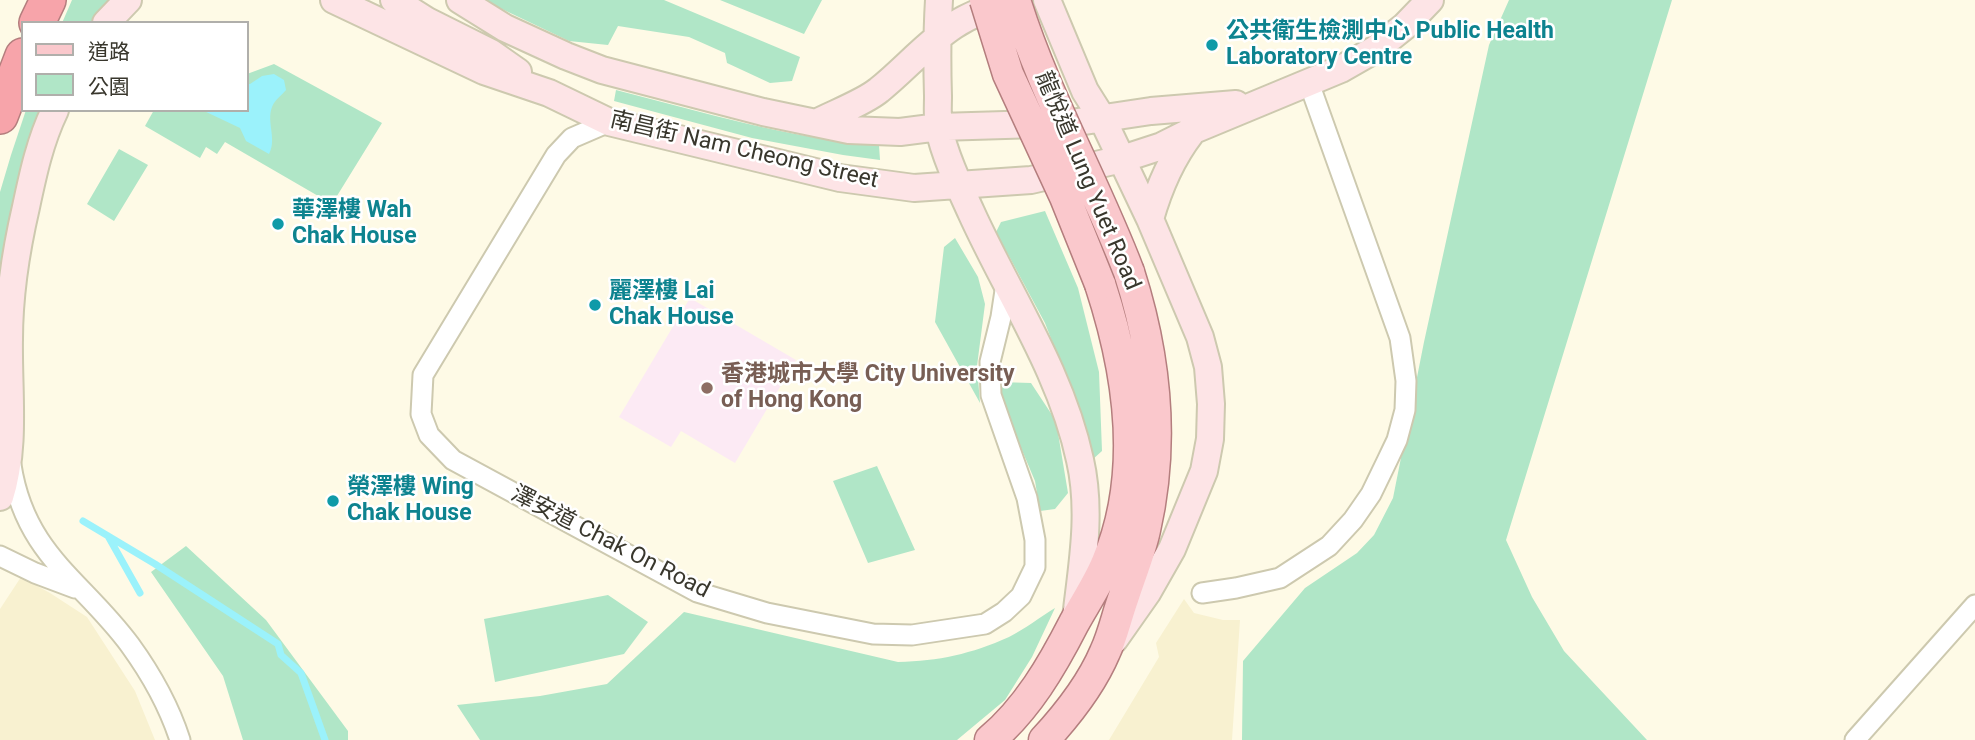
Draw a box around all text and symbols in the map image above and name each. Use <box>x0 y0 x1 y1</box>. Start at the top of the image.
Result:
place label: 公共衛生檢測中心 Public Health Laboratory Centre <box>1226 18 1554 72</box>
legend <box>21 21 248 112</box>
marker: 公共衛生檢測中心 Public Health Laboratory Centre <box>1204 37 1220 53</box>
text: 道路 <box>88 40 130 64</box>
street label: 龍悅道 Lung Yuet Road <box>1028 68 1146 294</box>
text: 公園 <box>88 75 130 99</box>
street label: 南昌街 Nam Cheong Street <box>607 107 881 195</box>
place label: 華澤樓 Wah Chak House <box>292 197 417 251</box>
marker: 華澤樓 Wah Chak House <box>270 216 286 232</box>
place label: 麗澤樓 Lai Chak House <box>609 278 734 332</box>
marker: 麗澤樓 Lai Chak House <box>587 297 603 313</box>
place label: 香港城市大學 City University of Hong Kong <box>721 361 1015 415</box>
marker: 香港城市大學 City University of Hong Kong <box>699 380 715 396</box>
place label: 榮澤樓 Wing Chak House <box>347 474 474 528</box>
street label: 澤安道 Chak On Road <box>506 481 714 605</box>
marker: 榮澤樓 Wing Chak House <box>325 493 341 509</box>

### Work to be completed
Copy everything in the records above except the pictures, exactly as written.

### Answer to the problem
Draw a box around all text and symbols in the map image above and name each. Use <box>x0 y0 x1 y1</box>. Start at the top of the image.
Result:
place label: 公共衛生檢測中心 Public Health Laboratory Centre <box>1226 18 1554 72</box>
legend <box>21 21 248 112</box>
marker: 公共衛生檢測中心 Public Health Laboratory Centre <box>1204 37 1220 53</box>
text: 道路 <box>88 40 130 64</box>
street label: 龍悅道 Lung Yuet Road <box>1028 68 1146 294</box>
text: 公園 <box>88 75 130 99</box>
street label: 南昌街 Nam Cheong Street <box>607 107 881 195</box>
place label: 華澤樓 Wah Chak House <box>292 197 417 251</box>
marker: 華澤樓 Wah Chak House <box>270 216 286 232</box>
place label: 麗澤樓 Lai Chak House <box>609 278 734 332</box>
marker: 麗澤樓 Lai Chak House <box>587 297 603 313</box>
place label: 香港城市大學 City University of Hong Kong <box>721 361 1015 415</box>
marker: 香港城市大學 City University of Hong Kong <box>699 380 715 396</box>
place label: 榮澤樓 Wing Chak House <box>347 474 474 528</box>
street label: 澤安道 Chak On Road <box>506 481 714 605</box>
marker: 榮澤樓 Wing Chak House <box>325 493 341 509</box>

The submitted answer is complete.